Na sociedade capitalista o livre desenvolvimento de uns – a minoria – é condição para a escravização dos outros – a maioria - e esta máxima tem valor recíproco, pois a minoria só se ergue, economicamente, à custa da degradação da maioria. Foi assim no início da escalada capitalista, é assim no tempo que vivemos agora. E foi por isso que se ergueu o Muro de Berlim. Era necessário preservar um conjunto de grupos sociais capazes de porem de pé um mundo, no contexto do qual as desigualdades económicas se esbatessem a tal ponto que o verdadeiro homem pudesse nascer, desenvolvendo, de facto, os valores intrinsecamente humanos que não são económicos, que não são materiais, que não se medem pelo Ter, mas pelo Ser. À semelhança dos pais que protegem os seus filhos, enquanto crianças, nos limites de um espaço dentro do qual não lhes chegue a violência do mundo exterior, os perigos e as derrocadas do tempo adulto para o qual não estão preparados, enquanto crianças, também foi necessário erguer uma barreira para que a utopia, ainda impúbere, de uma sociedade justa e digna pudesse desenvolver-se arredada das tentações perigosas de um jogo de poder pernicioso e desumano. Aquele Muro, chamado da Vergonha pelos ocidentais, aquele Muro erguido no meio da cidade de Berlim, policiado e interditador da circulação livre foi o símbolo da protecção de um modelo de sociedade que, a desenvolver-se harmoniosamente, a estender-se gradualmente aos restantes países teria poder para pôr em prática a máxima de Marx e Engels citada antes. No momento em que os povos do Leste da Europa tivessem aderido à nova imagem do homem, dando de si testemunho ao resto do mundo, no momento em que a exploração do homem pelo homem, a abolição das classes, o respeito pela diferença e o estabelecimento da igualdade de direitos e de deveres prenunciasse uma nova etapa para o mundo humano, o muro poderia ir abaixo – à semelhança do que fazem os pais quando os filhos crescem e eles percebem que podem dá-los por inteiro à liberdade e à auto-determinação.
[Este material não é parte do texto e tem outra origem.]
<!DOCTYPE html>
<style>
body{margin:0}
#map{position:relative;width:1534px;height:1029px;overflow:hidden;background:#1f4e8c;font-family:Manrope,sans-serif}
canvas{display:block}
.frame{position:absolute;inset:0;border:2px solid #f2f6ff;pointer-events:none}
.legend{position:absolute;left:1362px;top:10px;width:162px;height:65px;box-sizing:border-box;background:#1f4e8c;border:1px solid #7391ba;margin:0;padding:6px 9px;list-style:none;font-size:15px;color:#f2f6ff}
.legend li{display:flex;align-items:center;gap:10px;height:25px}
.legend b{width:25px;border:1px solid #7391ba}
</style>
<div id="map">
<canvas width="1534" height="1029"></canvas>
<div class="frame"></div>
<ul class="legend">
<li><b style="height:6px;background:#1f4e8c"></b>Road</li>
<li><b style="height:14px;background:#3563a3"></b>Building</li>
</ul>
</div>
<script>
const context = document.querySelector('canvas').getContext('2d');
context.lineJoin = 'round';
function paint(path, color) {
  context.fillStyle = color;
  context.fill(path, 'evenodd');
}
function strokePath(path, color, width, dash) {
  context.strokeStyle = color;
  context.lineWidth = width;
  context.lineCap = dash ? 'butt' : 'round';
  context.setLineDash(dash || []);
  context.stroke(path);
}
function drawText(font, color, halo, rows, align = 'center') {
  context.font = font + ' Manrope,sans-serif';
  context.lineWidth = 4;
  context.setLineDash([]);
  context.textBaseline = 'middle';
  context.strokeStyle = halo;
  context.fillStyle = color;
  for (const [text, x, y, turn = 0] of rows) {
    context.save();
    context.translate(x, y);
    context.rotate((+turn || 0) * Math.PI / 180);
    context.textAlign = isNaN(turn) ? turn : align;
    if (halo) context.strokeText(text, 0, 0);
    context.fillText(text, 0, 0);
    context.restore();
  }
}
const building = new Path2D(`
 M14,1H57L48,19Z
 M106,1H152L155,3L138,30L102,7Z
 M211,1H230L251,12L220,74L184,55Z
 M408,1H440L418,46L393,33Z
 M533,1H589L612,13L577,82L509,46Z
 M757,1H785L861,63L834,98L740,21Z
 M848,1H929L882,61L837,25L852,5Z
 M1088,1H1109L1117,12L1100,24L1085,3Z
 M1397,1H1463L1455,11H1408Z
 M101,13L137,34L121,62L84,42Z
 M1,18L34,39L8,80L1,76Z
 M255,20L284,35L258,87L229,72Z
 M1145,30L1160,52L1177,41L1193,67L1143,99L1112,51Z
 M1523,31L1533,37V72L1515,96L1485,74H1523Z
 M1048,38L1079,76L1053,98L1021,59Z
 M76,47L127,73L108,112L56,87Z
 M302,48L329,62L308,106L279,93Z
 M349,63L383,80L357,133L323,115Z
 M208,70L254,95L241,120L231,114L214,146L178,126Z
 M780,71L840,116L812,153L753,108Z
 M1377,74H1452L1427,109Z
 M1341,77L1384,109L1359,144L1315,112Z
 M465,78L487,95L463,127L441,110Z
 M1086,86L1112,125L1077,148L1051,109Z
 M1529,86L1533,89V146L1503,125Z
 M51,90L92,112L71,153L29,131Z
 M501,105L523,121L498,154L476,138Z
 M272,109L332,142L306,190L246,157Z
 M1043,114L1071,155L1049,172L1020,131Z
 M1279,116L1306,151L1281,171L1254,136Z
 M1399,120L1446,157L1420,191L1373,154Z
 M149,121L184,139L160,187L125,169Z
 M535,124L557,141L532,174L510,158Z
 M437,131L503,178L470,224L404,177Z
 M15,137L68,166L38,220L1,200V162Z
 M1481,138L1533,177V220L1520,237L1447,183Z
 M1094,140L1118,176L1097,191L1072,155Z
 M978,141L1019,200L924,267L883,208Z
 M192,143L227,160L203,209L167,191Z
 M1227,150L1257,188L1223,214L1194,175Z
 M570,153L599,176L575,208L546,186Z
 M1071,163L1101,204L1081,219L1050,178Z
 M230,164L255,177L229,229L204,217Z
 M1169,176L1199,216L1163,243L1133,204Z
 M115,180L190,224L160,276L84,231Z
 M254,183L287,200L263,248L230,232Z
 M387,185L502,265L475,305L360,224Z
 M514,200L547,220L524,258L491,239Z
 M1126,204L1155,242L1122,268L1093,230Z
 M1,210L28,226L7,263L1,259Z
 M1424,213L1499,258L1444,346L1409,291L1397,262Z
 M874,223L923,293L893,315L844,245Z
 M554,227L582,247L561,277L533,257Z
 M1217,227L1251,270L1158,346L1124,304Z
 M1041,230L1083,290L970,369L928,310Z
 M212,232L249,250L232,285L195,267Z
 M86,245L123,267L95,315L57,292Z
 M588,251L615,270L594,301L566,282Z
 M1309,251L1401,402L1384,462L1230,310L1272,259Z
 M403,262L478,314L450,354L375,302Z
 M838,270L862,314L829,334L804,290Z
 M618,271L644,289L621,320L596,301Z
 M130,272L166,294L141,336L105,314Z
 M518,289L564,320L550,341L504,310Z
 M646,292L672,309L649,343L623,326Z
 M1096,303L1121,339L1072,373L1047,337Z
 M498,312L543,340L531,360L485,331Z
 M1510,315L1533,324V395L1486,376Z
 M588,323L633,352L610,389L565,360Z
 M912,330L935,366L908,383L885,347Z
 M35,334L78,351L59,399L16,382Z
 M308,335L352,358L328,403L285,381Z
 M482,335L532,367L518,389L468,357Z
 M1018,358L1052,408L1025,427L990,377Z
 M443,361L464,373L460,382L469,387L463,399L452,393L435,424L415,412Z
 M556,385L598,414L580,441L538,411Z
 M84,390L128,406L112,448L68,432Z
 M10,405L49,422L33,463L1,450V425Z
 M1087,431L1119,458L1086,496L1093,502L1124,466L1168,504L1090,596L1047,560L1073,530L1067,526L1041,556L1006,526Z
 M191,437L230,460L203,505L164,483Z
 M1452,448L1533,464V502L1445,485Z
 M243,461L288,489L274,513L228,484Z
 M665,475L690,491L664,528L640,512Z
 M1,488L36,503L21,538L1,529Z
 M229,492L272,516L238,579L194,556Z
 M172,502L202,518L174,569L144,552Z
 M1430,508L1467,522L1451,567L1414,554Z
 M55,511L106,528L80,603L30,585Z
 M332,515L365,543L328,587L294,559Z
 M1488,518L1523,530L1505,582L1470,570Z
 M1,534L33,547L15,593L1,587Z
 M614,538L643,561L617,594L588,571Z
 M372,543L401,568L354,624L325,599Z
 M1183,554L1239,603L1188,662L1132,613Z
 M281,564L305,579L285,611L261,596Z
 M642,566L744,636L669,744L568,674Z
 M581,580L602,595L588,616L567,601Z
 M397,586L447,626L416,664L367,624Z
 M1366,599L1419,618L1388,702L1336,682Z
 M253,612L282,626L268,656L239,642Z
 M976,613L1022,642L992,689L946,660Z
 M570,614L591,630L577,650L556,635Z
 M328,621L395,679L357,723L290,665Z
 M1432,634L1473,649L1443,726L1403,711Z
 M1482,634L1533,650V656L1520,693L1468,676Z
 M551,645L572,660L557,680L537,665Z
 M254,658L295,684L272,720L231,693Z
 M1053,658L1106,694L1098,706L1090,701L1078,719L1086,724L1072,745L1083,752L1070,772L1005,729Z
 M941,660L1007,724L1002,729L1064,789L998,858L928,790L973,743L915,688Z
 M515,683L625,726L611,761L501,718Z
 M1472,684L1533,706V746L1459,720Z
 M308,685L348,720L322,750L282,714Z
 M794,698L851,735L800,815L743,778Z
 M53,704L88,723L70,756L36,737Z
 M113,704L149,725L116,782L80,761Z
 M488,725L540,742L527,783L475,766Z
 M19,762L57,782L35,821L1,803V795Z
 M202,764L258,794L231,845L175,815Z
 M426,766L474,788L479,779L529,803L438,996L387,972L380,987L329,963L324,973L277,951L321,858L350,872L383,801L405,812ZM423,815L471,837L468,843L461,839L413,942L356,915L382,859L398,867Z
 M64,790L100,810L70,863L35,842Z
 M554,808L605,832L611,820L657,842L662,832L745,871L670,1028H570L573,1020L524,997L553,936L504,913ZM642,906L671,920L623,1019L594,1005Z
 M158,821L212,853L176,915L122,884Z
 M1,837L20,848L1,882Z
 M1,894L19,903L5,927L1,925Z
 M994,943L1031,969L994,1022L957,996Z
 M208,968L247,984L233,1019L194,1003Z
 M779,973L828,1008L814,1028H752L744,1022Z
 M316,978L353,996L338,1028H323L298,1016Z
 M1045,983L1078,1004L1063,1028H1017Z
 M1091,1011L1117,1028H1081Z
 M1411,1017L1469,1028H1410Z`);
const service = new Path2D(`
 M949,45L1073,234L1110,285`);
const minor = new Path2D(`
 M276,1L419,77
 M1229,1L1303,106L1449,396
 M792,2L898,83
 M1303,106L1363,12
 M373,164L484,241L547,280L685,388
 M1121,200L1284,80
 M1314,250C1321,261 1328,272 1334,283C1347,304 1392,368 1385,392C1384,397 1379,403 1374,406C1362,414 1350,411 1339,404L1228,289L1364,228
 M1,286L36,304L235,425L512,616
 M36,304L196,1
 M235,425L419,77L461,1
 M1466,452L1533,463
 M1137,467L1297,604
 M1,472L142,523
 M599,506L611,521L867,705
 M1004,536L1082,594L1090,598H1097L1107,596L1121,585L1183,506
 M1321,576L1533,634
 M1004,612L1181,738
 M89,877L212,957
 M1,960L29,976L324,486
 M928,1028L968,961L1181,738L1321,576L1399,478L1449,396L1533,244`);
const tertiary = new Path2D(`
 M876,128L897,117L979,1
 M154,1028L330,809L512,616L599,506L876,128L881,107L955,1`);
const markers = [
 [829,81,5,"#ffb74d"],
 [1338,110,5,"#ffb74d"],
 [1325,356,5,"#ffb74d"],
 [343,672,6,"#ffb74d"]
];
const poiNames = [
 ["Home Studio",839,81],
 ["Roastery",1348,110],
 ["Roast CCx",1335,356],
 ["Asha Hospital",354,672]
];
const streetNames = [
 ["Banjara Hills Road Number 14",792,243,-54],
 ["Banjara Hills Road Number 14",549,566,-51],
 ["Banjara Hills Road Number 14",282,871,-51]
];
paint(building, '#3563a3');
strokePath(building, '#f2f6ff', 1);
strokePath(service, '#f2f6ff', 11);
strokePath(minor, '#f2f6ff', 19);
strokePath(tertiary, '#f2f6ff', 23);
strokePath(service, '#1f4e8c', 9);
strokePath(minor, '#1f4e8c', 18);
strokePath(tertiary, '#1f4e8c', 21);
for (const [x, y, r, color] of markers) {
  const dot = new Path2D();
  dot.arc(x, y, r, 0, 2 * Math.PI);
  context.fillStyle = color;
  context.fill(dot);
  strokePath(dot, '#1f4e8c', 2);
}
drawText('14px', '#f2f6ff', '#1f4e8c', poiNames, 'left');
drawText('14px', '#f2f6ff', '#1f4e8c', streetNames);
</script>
Sendo assim, que foi que correu mal, para que o Muro de Berlim se transformasse num sinal de repressão e de violência, de atentados às vidas e aos direitos daqueles que queria proteger? O que foi que não se cumpriu, do lado oriental da Europa, para que o descontentamento dos povos, aí confinados, almejasse pelas benesses da sociedade, aparentemente triunfal, do ocidente? O que foi que falhou no passar à prática da máxima de Marx e Engels, para que os povos da Europa de Leste rompessem a fronteira que o Muro fixava e tentassem fugir, arriscando a vida, para o outro lado do mundo?
Uma vez mais não irei recorrer aos circunstancialismos históricos, datados e contextualizados, porque eles estão todos aí em manuais, documentários e filmes e darei, em vez disso, a resposta simples, nua e crua como são todas as respostas verdadeiras, dá-la-ei sem contemplações para que conste, para que possa ser alvo de reflexão – se acaso houver ainda disponibilidade para reflectir com autonomia.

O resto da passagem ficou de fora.